Stored data:
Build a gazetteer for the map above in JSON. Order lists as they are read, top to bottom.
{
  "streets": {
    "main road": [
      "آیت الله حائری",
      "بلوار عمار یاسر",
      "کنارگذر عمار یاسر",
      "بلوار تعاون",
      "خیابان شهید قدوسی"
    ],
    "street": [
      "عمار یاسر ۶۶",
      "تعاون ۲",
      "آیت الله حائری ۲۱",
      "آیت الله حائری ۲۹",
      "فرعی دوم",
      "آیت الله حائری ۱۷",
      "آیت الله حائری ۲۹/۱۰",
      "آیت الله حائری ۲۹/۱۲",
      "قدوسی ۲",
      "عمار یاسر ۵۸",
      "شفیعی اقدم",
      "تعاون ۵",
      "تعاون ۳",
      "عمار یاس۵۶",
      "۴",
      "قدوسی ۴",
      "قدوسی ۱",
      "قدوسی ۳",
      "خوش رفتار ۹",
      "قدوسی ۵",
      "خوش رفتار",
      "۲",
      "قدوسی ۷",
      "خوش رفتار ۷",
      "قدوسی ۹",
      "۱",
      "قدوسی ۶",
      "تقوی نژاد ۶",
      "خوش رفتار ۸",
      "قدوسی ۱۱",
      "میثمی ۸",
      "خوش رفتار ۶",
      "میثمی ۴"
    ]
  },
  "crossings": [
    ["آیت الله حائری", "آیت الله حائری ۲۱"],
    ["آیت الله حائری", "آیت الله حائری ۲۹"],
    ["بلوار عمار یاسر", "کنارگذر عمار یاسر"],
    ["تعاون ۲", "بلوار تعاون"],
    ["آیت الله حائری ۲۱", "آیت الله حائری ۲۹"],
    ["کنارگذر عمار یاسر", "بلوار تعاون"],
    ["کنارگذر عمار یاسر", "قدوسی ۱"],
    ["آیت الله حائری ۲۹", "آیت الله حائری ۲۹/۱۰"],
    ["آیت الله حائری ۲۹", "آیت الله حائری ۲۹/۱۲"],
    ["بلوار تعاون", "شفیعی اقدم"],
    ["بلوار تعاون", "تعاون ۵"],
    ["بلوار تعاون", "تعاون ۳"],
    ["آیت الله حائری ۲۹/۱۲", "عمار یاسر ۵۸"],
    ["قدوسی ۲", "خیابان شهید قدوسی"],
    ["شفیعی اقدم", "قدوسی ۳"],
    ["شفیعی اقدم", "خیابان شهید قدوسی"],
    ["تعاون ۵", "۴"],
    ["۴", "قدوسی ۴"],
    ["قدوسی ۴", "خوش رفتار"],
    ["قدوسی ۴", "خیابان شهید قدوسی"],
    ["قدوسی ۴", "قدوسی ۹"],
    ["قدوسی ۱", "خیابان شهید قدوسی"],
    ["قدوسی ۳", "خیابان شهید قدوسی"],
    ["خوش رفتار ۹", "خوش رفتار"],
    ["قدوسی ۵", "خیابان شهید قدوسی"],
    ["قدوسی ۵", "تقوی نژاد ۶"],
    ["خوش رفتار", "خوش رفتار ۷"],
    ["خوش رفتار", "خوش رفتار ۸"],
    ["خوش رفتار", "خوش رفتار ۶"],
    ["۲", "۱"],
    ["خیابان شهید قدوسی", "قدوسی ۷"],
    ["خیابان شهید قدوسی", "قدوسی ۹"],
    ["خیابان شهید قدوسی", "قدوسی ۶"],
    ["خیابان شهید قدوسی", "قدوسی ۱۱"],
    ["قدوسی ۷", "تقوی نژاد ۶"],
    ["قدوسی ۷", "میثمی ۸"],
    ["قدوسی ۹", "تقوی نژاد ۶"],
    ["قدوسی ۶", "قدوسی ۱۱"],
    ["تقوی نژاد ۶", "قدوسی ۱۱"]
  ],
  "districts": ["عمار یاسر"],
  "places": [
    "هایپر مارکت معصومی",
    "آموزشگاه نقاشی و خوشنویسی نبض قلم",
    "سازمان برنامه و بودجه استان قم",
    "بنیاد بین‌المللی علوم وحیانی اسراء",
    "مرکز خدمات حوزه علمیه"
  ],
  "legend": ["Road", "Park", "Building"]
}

WORK REQUIRED: Each line above is to be reproduced exactly. Leave none out.

RESPONSE:
Build a gazetteer for the map above in JSON. Order lists as they are read, top to bottom.
{
  "streets": {
    "main road": [
      "آیت الله حائری",
      "بلوار عمار یاسر",
      "کنارگذر عمار یاسر",
      "بلوار تعاون",
      "خیابان شهید قدوسی"
    ],
    "street": [
      "عمار یاسر ۶۶",
      "تعاون ۲",
      "آیت الله حائری ۲۱",
      "آیت الله حائری ۲۹",
      "فرعی دوم",
      "آیت الله حائری ۱۷",
      "آیت الله حائری ۲۹/۱۰",
      "آیت الله حائری ۲۹/۱۲",
      "قدوسی ۲",
      "عمار یاسر ۵۸",
      "شفیعی اقدم",
      "تعاون ۵",
      "تعاون ۳",
      "عمار یاس۵۶",
      "۴",
      "قدوسی ۴",
      "قدوسی ۱",
      "قدوسی ۳",
      "خوش رفتار ۹",
      "قدوسی ۵",
      "خوش رفتار",
      "۲",
      "قدوسی ۷",
      "خوش رفتار ۷",
      "قدوسی ۹",
      "۱",
      "قدوسی ۶",
      "تقوی نژاد ۶",
      "خوش رفتار ۸",
      "قدوسی ۱۱",
      "میثمی ۸",
      "خوش رفتار ۶",
      "میثمی ۴"
    ]
  },
  "crossings": [
    ["آیت الله حائری", "آیت الله حائری ۲۱"],
    ["آیت الله حائری", "آیت الله حائری ۲۹"],
    ["بلوار عمار یاسر", "کنارگذر عمار یاسر"],
    ["تعاون ۲", "بلوار تعاون"],
    ["آیت الله حائری ۲۱", "آیت الله حائری ۲۹"],
    ["کنارگذر عمار یاسر", "بلوار تعاون"],
    ["کنارگذر عمار یاسر", "قدوسی ۱"],
    ["آیت الله حائری ۲۹", "آیت الله حائری ۲۹/۱۰"],
    ["آیت الله حائری ۲۹", "آیت الله حائری ۲۹/۱۲"],
    ["بلوار تعاون", "شفیعی اقدم"],
    ["بلوار تعاون", "تعاون ۵"],
    ["بلوار تعاون", "تعاون ۳"],
    ["آیت الله حائری ۲۹/۱۲", "عمار یاسر ۵۸"],
    ["قدوسی ۲", "خیابان شهید قدوسی"],
    ["شفیعی اقدم", "قدوسی ۳"],
    ["شفیعی اقدم", "خیابان شهید قدوسی"],
    ["تعاون ۵", "۴"],
    ["۴", "قدوسی ۴"],
    ["قدوسی ۴", "خوش رفتار"],
    ["قدوسی ۴", "خیابان شهید قدوسی"],
    ["قدوسی ۴", "قدوسی ۹"],
    ["قدوسی ۱", "خیابان شهید قدوسی"],
    ["قدوسی ۳", "خیابان شهید قدوسی"],
    ["خوش رفتار ۹", "خوش رفتار"],
    ["قدوسی ۵", "خیابان شهید قدوسی"],
    ["قدوسی ۵", "تقوی نژاد ۶"],
    ["خوش رفتار", "خوش رفتار ۷"],
    ["خوش رفتار", "خوش رفتار ۸"],
    ["خوش رفتار", "خوش رفتار ۶"],
    ["۲", "۱"],
    ["خیابان شهید قدوسی", "قدوسی ۷"],
    ["خیابان شهید قدوسی", "قدوسی ۹"],
    ["خیابان شهید قدوسی", "قدوسی ۶"],
    ["خیابان شهید قدوسی", "قدوسی ۱۱"],
    ["قدوسی ۷", "تقوی نژاد ۶"],
    ["قدوسی ۷", "میثمی ۸"],
    ["قدوسی ۹", "تقوی نژاد ۶"],
    ["قدوسی ۶", "قدوسی ۱۱"],
    ["تقوی نژاد ۶", "قدوسی ۱۱"]
  ],
  "districts": ["عمار یاسر"],
  "places": [
    "هایپر مارکت معصومی",
    "آموزشگاه نقاشی و خوشنویسی نبض قلم",
    "سازمان برنامه و بودجه استان قم",
    "بنیاد بین‌المللی علوم وحیانی اسراء",
    "مرکز خدمات حوزه علمیه"
  ],
  "legend": ["Road", "Park", "Building"]
}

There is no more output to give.